What is expected:
Search the records below for the word "Krautuvėlė". Copy each line where it occurs.

Information given:
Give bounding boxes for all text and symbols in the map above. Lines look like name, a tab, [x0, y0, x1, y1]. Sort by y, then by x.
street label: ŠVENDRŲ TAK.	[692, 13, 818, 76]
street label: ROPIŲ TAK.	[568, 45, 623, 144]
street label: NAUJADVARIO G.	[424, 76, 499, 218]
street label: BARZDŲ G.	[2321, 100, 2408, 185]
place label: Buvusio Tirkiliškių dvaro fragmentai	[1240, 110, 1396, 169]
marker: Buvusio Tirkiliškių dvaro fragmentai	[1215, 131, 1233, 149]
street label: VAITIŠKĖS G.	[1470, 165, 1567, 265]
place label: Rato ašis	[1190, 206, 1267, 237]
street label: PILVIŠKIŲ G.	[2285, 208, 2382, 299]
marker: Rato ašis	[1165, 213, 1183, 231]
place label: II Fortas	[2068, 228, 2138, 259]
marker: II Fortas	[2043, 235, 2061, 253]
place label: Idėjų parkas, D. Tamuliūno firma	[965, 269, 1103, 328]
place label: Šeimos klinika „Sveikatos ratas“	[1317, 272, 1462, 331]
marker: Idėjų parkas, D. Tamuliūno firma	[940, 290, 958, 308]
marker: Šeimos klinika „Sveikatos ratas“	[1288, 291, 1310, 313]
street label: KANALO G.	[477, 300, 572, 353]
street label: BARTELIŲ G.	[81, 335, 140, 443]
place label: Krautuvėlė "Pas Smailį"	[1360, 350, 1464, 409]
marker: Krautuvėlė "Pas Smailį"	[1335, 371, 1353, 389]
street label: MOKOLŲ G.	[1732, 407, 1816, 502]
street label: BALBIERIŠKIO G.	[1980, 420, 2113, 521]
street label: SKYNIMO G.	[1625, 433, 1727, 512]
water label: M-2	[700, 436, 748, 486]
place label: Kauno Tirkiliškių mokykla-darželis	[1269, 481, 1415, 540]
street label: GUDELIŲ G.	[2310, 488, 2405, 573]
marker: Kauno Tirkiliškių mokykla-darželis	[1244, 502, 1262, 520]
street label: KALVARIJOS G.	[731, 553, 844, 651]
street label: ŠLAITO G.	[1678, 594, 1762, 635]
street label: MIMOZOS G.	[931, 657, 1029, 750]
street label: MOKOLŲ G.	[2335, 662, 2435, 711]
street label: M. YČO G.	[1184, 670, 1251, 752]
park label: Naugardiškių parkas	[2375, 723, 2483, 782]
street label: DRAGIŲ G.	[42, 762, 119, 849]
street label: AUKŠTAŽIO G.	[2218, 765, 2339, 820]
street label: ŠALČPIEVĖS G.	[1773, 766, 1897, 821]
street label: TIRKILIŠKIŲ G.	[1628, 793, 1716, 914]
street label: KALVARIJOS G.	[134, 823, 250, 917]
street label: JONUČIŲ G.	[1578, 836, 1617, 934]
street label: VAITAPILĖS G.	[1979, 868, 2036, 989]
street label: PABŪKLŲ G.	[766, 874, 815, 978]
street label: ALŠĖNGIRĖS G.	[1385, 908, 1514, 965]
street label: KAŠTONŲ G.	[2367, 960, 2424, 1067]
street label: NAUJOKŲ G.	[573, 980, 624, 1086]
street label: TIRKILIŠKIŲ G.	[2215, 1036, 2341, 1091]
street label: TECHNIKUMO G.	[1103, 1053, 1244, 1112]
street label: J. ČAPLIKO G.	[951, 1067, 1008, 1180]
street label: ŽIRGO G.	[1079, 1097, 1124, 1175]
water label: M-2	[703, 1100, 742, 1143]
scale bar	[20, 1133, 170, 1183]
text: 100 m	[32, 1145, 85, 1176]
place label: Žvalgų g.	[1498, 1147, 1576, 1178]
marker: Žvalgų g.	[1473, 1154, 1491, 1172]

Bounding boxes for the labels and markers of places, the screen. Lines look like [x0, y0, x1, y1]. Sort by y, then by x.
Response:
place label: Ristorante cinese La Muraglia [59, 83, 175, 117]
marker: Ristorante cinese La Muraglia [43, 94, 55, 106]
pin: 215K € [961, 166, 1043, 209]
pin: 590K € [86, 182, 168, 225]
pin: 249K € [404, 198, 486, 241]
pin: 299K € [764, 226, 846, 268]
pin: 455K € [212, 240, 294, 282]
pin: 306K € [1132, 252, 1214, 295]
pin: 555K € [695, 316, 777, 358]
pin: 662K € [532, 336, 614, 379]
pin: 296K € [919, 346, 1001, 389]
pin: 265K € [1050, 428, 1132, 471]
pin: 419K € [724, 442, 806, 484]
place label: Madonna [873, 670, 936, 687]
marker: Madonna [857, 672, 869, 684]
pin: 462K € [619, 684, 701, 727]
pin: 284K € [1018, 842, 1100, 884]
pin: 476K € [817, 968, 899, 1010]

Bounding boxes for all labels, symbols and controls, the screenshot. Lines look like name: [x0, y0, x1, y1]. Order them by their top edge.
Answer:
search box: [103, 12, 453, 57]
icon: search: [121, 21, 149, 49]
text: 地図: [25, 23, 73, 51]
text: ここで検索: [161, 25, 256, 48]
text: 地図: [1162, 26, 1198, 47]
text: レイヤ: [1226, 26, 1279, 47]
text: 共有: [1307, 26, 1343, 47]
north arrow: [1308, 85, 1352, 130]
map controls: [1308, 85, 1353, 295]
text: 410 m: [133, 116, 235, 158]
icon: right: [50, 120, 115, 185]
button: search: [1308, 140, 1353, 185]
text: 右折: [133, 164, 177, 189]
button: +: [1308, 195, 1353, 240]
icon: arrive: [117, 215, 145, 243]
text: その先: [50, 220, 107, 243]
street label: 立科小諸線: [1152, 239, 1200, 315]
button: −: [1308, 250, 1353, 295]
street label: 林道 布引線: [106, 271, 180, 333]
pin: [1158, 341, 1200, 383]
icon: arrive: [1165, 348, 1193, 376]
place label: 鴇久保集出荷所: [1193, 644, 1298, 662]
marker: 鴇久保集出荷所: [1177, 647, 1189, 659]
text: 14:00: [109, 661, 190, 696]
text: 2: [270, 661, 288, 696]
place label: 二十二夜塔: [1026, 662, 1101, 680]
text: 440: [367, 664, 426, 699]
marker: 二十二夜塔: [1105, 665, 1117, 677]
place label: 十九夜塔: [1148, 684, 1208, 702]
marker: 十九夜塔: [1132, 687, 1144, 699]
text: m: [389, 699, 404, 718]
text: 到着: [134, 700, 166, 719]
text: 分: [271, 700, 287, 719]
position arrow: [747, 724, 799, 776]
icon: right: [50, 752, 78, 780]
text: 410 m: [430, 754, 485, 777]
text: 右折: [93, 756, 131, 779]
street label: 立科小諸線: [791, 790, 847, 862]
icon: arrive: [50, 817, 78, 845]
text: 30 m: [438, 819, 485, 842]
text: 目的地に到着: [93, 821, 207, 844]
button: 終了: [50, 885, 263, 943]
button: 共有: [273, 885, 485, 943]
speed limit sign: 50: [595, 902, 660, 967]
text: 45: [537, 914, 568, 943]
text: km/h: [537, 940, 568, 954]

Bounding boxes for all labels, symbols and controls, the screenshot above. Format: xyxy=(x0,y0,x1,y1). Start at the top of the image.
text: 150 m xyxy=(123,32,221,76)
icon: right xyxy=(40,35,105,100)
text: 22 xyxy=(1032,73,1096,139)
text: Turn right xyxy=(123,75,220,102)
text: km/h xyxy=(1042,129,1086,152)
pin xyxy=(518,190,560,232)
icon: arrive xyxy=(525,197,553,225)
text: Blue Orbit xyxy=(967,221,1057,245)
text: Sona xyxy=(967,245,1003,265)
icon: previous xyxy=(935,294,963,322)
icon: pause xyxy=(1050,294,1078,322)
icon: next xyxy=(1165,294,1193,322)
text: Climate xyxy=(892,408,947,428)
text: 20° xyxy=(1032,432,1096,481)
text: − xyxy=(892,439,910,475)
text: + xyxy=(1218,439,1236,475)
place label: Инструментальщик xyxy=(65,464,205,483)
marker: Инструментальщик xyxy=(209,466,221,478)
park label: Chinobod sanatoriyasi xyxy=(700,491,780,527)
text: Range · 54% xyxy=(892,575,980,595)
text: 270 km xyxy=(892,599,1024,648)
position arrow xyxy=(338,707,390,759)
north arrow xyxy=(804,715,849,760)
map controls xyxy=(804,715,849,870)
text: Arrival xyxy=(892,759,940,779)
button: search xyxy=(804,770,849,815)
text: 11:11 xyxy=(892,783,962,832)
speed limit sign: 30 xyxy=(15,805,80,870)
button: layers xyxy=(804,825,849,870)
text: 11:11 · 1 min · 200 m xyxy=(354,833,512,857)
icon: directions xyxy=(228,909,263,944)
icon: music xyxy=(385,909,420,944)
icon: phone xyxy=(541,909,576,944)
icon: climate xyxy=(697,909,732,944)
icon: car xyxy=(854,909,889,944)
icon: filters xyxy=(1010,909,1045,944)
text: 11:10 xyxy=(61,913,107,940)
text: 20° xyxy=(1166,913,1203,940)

Answer box:
place label: Krautuvėlė "Pas Smailį"	[1360, 350, 1464, 409]
marker: Krautuvėlė "Pas Smailį"	[1335, 371, 1353, 389]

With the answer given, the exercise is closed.